ALUMNI PROFILE: Brett McKay (JD ’09)
Thursday, January 28, 2010
By Roy Tucker (JD ’03)
With reader reviews proclaiming “Get this book,” “Required reading,” and “Destined to be the Bible for many men,” TU Law alumni Brett McKay (JD ’09) and his wife, Kate, seem to have a hit on their hands.
Their book, appropriately titled, The Art of Manliness: Classic Skills for the Modern Man (published by F & W Publishing), has hit bookshelves to rave reviews. Released in October 2009, the book is sold out on Amazon.com. Based on his wildly popular blog of the same name, The Art of Manliness is an essential how-to guide on being a man. With chapters entitled “The Gentlemen,” “The Hero,” “The Friend,” and “The Lover,” the book is a compilation of sage and accessible advice on how to recapture the honorable and traditional values and behavior attributed to being a “man.” It aims to teach men of the X and Y Generations core values from the Greatest Generation.

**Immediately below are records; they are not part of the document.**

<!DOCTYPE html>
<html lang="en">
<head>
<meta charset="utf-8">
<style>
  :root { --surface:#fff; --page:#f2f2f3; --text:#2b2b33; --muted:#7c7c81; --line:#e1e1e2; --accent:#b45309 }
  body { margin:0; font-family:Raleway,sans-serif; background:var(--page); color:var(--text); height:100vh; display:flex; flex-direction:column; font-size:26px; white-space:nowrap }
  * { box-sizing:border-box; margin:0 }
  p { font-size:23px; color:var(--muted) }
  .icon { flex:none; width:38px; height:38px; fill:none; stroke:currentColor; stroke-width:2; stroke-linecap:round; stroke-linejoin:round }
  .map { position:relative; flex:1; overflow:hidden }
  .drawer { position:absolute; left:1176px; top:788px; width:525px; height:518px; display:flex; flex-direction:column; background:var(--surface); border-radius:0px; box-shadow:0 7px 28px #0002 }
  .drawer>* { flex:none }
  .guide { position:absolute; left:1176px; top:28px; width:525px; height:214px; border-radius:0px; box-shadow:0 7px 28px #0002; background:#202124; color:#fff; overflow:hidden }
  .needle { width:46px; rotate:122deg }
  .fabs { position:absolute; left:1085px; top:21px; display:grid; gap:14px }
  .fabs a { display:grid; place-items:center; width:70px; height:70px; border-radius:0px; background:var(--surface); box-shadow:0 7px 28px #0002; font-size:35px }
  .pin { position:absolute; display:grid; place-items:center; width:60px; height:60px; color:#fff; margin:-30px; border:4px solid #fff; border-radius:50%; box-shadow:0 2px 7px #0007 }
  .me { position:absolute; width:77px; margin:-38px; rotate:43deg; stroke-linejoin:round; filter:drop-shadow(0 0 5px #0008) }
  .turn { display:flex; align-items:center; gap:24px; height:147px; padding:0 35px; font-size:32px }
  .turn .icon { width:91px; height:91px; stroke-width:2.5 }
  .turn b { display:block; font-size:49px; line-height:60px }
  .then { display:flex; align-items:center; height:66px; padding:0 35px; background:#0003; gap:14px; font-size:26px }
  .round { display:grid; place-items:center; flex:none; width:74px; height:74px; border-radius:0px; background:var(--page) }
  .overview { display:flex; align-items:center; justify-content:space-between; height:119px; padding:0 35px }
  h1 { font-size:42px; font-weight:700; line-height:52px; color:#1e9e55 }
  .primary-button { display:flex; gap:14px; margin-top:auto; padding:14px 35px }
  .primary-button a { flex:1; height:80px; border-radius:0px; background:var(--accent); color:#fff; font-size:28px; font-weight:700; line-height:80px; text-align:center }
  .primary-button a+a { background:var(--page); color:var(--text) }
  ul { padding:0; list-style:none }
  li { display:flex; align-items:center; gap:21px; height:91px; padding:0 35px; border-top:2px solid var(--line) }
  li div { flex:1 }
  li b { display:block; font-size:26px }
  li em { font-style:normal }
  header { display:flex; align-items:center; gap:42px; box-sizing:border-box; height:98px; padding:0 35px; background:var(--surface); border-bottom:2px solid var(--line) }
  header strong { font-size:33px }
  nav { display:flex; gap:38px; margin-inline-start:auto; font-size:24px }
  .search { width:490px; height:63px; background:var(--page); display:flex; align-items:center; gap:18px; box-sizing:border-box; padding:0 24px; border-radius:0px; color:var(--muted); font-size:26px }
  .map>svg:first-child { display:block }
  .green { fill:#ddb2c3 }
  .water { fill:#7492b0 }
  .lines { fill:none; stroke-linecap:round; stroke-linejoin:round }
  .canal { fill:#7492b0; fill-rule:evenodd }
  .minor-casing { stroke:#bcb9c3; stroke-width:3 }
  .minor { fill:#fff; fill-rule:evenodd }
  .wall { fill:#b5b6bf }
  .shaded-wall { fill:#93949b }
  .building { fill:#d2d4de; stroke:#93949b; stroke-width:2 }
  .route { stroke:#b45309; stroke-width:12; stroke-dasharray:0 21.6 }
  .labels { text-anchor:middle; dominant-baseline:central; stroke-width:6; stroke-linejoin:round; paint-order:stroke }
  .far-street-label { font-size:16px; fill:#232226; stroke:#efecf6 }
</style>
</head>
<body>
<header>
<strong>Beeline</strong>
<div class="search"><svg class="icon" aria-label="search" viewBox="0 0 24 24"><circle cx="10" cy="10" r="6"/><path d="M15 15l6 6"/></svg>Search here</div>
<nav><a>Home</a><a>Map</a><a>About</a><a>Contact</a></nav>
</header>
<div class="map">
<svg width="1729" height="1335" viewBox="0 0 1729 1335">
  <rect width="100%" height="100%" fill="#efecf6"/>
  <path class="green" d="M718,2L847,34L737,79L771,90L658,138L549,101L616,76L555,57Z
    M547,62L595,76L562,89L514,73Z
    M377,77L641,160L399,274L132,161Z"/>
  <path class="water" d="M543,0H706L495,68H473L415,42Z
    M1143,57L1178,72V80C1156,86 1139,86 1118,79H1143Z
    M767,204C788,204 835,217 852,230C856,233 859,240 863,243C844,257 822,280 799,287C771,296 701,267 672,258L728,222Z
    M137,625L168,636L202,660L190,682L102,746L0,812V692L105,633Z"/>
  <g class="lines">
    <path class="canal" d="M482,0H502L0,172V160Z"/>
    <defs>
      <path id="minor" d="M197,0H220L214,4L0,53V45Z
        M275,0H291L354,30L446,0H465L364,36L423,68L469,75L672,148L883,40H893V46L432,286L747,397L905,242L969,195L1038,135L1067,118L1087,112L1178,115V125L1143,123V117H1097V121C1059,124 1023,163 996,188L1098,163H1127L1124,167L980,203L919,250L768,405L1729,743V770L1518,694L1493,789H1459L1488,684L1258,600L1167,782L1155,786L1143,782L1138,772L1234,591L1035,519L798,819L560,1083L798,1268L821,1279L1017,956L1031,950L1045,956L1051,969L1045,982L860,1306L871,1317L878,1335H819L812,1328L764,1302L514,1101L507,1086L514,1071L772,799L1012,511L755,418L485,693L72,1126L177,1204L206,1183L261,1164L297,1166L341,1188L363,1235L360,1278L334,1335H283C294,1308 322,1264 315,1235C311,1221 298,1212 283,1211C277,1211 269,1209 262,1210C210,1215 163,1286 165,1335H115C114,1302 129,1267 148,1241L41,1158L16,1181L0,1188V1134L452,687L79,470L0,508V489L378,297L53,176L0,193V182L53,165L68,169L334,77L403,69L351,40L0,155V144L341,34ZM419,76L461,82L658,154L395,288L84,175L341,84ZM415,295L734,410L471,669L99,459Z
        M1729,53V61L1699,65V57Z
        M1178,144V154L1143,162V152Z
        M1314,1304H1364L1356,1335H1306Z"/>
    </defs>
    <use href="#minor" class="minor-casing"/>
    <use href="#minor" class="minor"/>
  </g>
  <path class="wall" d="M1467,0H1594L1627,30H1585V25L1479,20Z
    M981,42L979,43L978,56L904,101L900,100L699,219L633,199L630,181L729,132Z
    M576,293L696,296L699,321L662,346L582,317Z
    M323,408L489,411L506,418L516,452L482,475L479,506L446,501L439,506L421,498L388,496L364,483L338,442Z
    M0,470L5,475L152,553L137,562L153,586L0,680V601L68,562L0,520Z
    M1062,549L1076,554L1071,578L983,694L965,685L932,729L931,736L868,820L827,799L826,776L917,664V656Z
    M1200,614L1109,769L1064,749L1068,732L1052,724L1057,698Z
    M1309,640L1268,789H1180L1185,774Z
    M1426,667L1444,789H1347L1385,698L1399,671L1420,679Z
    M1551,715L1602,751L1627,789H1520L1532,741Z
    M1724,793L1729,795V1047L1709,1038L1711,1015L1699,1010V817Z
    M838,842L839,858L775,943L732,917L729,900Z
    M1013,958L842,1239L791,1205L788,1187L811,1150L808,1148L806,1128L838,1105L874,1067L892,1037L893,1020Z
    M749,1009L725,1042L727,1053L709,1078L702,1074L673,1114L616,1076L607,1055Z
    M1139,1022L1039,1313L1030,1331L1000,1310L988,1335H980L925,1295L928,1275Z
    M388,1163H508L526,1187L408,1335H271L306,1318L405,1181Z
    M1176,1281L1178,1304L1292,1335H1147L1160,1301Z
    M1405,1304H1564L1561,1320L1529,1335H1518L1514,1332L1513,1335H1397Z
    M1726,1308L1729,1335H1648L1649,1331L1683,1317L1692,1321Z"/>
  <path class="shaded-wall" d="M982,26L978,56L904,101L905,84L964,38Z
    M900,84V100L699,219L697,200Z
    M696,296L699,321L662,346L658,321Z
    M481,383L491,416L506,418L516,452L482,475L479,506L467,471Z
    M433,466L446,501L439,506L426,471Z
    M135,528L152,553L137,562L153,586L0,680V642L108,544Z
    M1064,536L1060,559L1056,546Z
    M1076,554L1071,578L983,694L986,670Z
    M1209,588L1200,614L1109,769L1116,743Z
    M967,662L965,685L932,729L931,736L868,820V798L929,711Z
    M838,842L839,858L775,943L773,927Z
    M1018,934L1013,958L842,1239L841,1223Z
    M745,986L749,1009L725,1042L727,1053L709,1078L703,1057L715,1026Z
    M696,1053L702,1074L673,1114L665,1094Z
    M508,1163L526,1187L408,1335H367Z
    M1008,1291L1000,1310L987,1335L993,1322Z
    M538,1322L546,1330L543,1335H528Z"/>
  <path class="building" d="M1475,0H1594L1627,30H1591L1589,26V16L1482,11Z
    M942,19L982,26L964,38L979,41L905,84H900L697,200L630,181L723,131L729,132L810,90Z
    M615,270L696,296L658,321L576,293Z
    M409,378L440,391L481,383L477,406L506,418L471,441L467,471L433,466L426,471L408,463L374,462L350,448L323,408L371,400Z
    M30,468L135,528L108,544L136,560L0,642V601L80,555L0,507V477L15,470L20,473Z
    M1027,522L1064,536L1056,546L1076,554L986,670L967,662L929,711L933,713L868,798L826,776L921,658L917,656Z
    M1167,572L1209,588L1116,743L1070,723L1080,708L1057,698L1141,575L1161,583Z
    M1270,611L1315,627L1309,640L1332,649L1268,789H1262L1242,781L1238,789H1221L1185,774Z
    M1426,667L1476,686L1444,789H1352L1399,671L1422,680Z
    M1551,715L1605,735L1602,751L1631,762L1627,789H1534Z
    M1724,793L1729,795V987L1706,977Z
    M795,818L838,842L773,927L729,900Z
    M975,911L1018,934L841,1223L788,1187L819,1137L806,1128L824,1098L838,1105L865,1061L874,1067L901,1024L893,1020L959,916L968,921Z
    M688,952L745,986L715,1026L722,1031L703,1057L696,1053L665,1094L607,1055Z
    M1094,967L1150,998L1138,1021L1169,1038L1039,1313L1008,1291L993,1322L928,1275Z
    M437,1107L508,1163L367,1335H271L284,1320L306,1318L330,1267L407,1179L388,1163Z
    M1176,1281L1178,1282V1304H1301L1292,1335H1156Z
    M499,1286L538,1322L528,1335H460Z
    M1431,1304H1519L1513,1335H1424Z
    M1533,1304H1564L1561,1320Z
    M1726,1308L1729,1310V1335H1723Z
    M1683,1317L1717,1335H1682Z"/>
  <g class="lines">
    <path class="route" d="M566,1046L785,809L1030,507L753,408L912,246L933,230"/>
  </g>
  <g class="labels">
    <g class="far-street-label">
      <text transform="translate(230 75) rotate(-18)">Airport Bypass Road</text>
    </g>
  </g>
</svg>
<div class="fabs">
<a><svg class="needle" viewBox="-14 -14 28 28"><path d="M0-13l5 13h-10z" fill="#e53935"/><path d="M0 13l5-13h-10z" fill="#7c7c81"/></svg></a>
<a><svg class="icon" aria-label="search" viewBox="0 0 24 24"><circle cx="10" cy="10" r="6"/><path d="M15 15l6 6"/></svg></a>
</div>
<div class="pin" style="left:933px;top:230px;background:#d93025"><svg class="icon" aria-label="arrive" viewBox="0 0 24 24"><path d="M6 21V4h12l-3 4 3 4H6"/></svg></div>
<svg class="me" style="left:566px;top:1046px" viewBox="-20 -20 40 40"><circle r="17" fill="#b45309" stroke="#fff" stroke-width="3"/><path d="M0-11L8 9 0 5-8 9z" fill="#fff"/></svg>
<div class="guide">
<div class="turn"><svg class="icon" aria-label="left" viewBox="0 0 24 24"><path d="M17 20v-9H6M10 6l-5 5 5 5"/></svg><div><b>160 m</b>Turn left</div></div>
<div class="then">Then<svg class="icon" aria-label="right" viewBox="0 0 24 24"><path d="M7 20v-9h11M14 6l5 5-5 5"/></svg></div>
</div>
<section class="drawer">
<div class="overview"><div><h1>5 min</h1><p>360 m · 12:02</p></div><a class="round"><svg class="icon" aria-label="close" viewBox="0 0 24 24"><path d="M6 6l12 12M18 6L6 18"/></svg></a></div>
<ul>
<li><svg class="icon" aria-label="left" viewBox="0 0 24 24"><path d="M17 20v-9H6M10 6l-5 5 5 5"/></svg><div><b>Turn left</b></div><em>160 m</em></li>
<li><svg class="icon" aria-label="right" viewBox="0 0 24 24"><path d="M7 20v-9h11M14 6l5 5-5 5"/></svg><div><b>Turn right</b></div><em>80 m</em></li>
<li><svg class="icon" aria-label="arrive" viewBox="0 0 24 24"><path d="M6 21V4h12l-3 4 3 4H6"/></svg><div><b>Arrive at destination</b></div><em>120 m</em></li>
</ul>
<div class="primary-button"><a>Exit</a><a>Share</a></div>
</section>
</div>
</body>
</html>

The blog can be found at www.artofmanliness.com and contains a user-friendly database of must-have information. There are articles on how to rotate tires, change your own oil, jump start a car, buy a quality watch, and tie a full Windsor knot, just to name a few. With inspiration drawn from the likes of Winston Churchill, Jimmy Stewart, Theodore Roosevelt, and Benjamin Franklin, each article is written to entice the reader, and make him strive to be the best man. The site sees approximately 700,000 visitors per month with 50,000 daily subscribers. Below is an excerpt from a blog article entitled “On Manly Loyalty:”
What is loyalty?
Like courage, integrity, and personal responsibility, loyalty is one of the essential manly virtues. But like other lofty attributes, it is often easier to describe with examples than words. We know it in the soldier who will not leave a wounded comrade behind and dodges withering fire to bring the man to safety. We see it embodied in the prominent man who has women throw themselves at him when away from home, but who never strays from his wife, and in the religious martyr who chooses death over the disavowal of faith. And it is the bond that befuddles girlfriends who cannot understand why their beau is still friends with a childhood chum with whom he now seemingly shares little in common.
The complete article may be found on McKay’s blog.
When asked what one event inspired him to create his blog and the ensuing book, McKay says, “I was standing in Borders looking at the men's magazines. Every month it seemed like every issue was filled with the same trite and shallow stuff: how to get six pack abs, how to bed as many women as you can, and where to buy a $1,000 designer shirt. I thought, ‘There has to be more to being a man than this!’”
Prior to experiencing his creative epiphany, McKay says he had been noticing that many of the men in their 20s and 30s seemed lost; they appeared to be shirking off responsibility and trying to prolong adolescence as long as they could. McKay says he too sometimes felt lost about what it meant to be a good man, speculating that his confusion may have been an unintended consequence of the mid-century feminist movement. While not discounting any of the accomplishments that grew out of that movement, McKay feels that men were left with no clear guide on what it means to be a man. He compares the idealism of men of his generation to being in Peter Pan mode. In creating his blog and book, McKay hoped to rediscover for himself and others some of the past honorable traditions of manliness. While still learning along with the rest of his generation, McKay says that his exploration of the art of manliness has taught him how to change his own oil, split firewood, shave with a straight razor, dress more manly, and has even enhanced his relationship with his wife.
It was during his second year of law school at TU that McKay was approached about compiling his blog into a book. He was given seven months to come up with a draft. That meant juggling law school, his job with Westlaw, and being an editor for the Tulsa Law Review. Despite the stress and overwhelming feelings, McKay and his wife finished their draft in 2008. With the first printing of 10,000 books already sold, a second release was scheduled for January 2010.